Saved data entries.
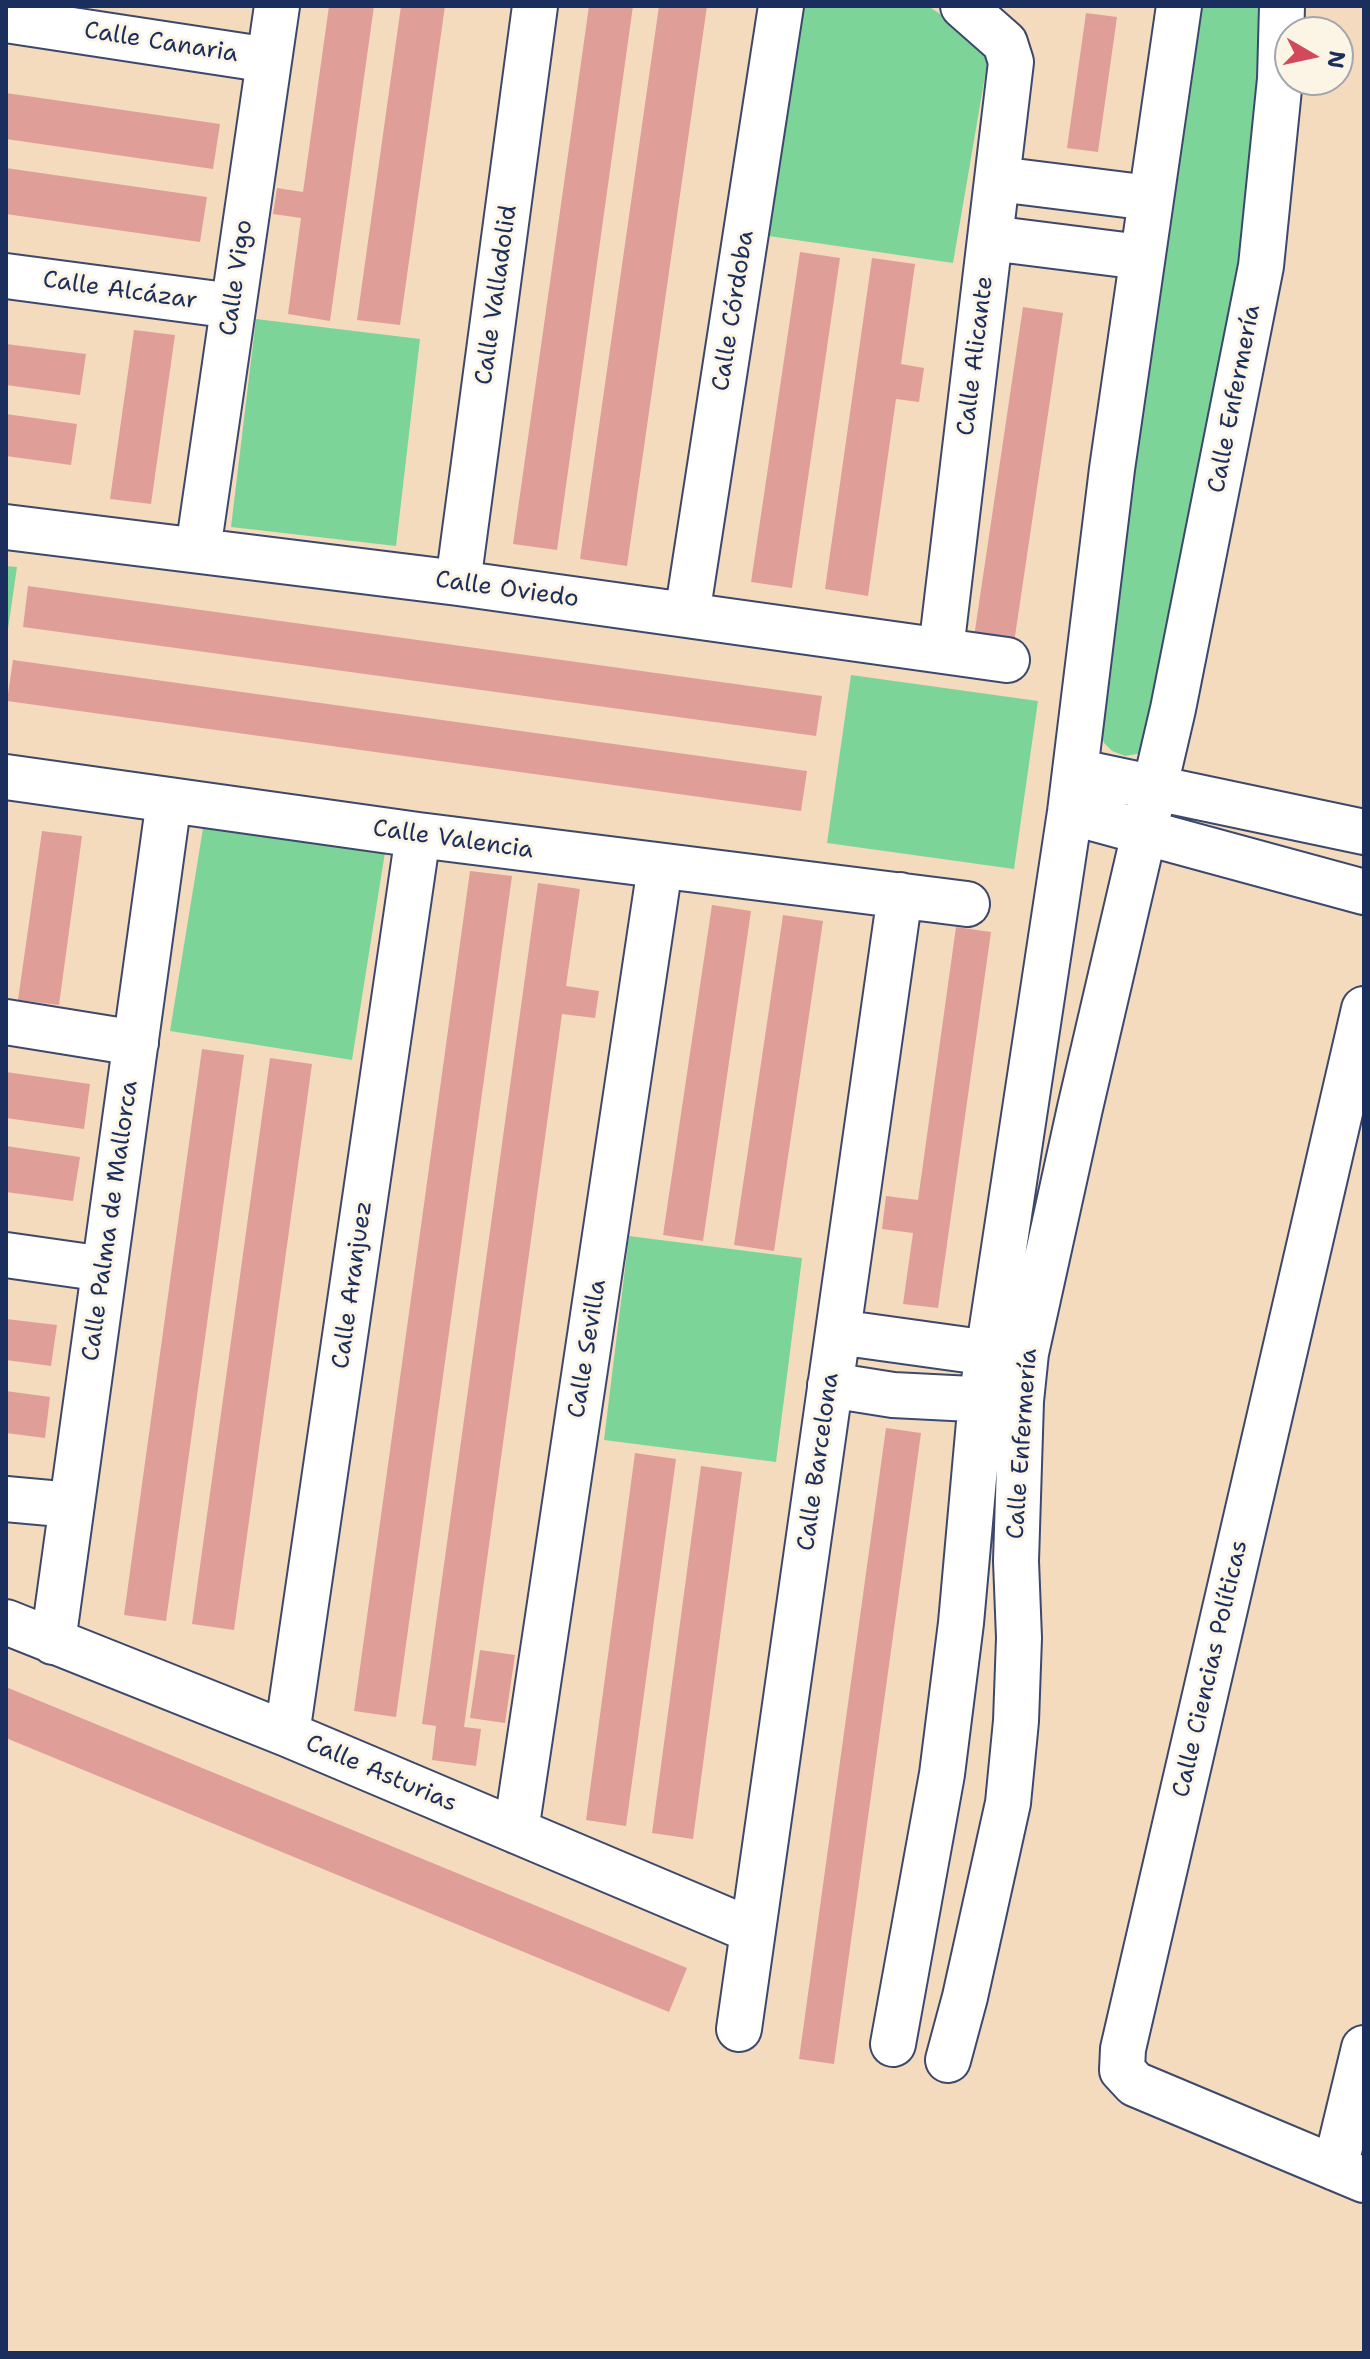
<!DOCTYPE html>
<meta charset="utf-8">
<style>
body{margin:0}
#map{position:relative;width:1370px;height:2359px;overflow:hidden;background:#f5dbbe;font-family:"Shantell Sans",sans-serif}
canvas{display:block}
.frame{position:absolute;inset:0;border:8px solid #1b2f5e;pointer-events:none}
.north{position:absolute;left:1274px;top:16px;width:80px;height:80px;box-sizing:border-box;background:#fcf5e5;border:2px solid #a2a6af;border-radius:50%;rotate:99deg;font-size:22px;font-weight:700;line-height:32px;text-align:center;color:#1b2f5e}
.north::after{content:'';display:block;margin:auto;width:28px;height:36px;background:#d1495b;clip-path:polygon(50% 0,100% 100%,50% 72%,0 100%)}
</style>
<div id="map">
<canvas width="1370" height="2359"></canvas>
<div class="frame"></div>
<div class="north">N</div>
</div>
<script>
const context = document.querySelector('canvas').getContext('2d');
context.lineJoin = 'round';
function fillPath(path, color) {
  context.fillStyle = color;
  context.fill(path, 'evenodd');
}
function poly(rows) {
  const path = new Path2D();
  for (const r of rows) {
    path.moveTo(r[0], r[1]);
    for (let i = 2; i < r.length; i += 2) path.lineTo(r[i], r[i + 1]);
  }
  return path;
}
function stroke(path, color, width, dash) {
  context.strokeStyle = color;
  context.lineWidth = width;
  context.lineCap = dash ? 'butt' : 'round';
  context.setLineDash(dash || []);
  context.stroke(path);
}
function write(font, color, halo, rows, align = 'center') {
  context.font = font + ' "Shantell Sans",sans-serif';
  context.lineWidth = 6;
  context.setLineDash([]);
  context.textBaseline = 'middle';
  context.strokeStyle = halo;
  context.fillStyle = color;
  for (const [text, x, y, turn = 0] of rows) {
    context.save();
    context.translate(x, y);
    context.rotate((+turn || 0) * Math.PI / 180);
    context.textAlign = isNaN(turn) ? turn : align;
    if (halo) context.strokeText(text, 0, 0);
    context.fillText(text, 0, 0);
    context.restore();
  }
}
const green = poly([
 [800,6,928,6,990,47,953,263,762,235],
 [1193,6,1266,6,1253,240,1147,748,1137,754,1125,756,1112,751,1104,743,1100,731,1166,236],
 [256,319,420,339,396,546,231,527],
 [6,566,17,567,6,643],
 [851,675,1038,701,1014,869,827,843],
 [205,816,386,846,352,1060,170,1031],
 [629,1236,802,1258,776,1462,604,1440]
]);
const building = poly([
 [329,6,374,6,330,321,288,314,301,218,273,214,277,188,303,192],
 [401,6,445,6,400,325,357,320],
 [589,6,633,6,557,550,513,544],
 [659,6,707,6,627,566,580,559],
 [1086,13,1117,17,1098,152,1067,148],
 [6,93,220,124,213,169,6,139],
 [6,168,207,197,200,242,6,214],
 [800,252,840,258,792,588,751,582],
 [872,258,915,264,901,364,924,368,919,402,896,399,868,596,825,589],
 [1023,307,1063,313,1014,643,974,637],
 [134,330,175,335,151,504,110,499],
 [6,344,86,354,80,395,6,385],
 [6,414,77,424,71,465,6,456],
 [28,586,822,696,816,736,23,627],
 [13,660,807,771,801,811,7,701],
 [42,831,82,836,59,1005,18,1000],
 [470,871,512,876,396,1717,354,1711],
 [538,883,580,889,566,986,599,991,595,1018,562,1014,464,1727,481,1729,476,1766,432,1760,436,1726,422,1724],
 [712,905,751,911,703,1241,663,1235],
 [783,915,823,921,774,1251,734,1245],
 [956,927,991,932,938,1308,903,1304,913,1233,882,1229,886,1196,918,1200],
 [202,1049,244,1055,166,1621,124,1615],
 [270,1058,312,1064,234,1630,192,1624],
 [6,1072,90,1084,84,1129,6,1118],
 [6,1146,80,1157,73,1201,6,1192],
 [6,1319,57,1325,51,1366,6,1360],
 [6,1391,50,1397,45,1438,6,1433],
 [886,1428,921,1433,834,2064,799,2059],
 [635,1453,676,1459,626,1826,586,1820],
 [701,1466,742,1472,693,1839,652,1833],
 [480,1650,515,1655,505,1723,470,1718],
 [6,1687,687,1968,669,2012,6,1738]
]);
const minor = poly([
 [6,20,269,60],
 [998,179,1150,198],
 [990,238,1141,257],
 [6,276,233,306],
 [6,527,458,583,1007,660],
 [198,550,277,6],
 [458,583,535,6],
 [687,615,781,6],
 [941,650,1011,62,1005,43,963,6],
 [1075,771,1364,832],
 [6,777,418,835,967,904],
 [1070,812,1364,892],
 [1364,1009,1123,2049,1122,2070,1135,2084,1364,2180],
 [6,1022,136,1043],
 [6,1255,104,1269],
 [838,1332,989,1353,1020,1353],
 [830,1385,893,1395,1011,1401],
 [6,1499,72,1505],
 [6,1622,287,1734,753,1931],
 [53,1642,169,800],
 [287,1734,418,835],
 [516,1831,660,867],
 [739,2029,900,895],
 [893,2044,942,1774,961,1623,981,1400,1070,812,1112,469,1179,6],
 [948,2060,965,1997,1008,1803,1016,1721,1019,1638,1016,1561,1021,1401,1026,1353,1080,1108,1173,709,1261,266,1280,79,1282,6],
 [1335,2168,1364,2048]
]);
const streetNames = [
 ["Calle Canaria",161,43,9],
 ["Calle Vigo",237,278,-82],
 ["Calle Alcázar",120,291,8],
 ["Calle Valladolid",497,295,-82],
 ["Calle Córdoba",734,311,-81],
 ["Calle Alicante",976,356,-83],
 ["Calle Enfermería",1235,399,-79],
 ["Calle Oviedo",507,590,8],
 ["Calle Valencia",453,840,8],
 ["Calle Palma de Mallorca",111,1221,-82],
 ["Calle Aranjuez",353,1285,-82],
 ["Calle Sevilla",588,1349,-81],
 ["Calle Enfermería",1023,1444,-86],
 ["Calle Barcelona",819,1462,-82],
 ["Calle Ciencias Políticas",1211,1669,-77],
 ["Calle Asturias",381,1774,23]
];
fillPath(green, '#7dd499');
fillPath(building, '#e09e99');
stroke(minor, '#3c496c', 48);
stroke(minor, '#fff', 44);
write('24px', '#1b2f5e', '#fcf5e5', streetNames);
</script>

THE TASK.
Please set down only the lines from the first line of the records above through the line that has "context.lineJoin = 'round';", exactly, and not the pictures.

COMPLETED EXERCISE.
<!DOCTYPE html>
<meta charset="utf-8">
<style>
body{margin:0}
#map{position:relative;width:1370px;height:2359px;overflow:hidden;background:#f5dbbe;font-family:"Shantell Sans",sans-serif}
canvas{display:block}
.frame{position:absolute;inset:0;border:8px solid #1b2f5e;pointer-events:none}
.north{position:absolute;left:1274px;top:16px;width:80px;height:80px;box-sizing:border-box;background:#fcf5e5;border:2px solid #a2a6af;border-radius:50%;rotate:99deg;font-size:22px;font-weight:700;line-height:32px;text-align:center;color:#1b2f5e}
.north::after{content:'';display:block;margin:auto;width:28px;height:36px;background:#d1495b;clip-path:polygon(50% 0,100% 100%,50% 72%,0 100%)}
</style>
<div id="map">
<canvas width="1370" height="2359"></canvas>
<div class="frame"></div>
<div class="north">N</div>
</div>
<script>
const context = document.querySelector('canvas').getContext('2d');
context.lineJoin = 'round';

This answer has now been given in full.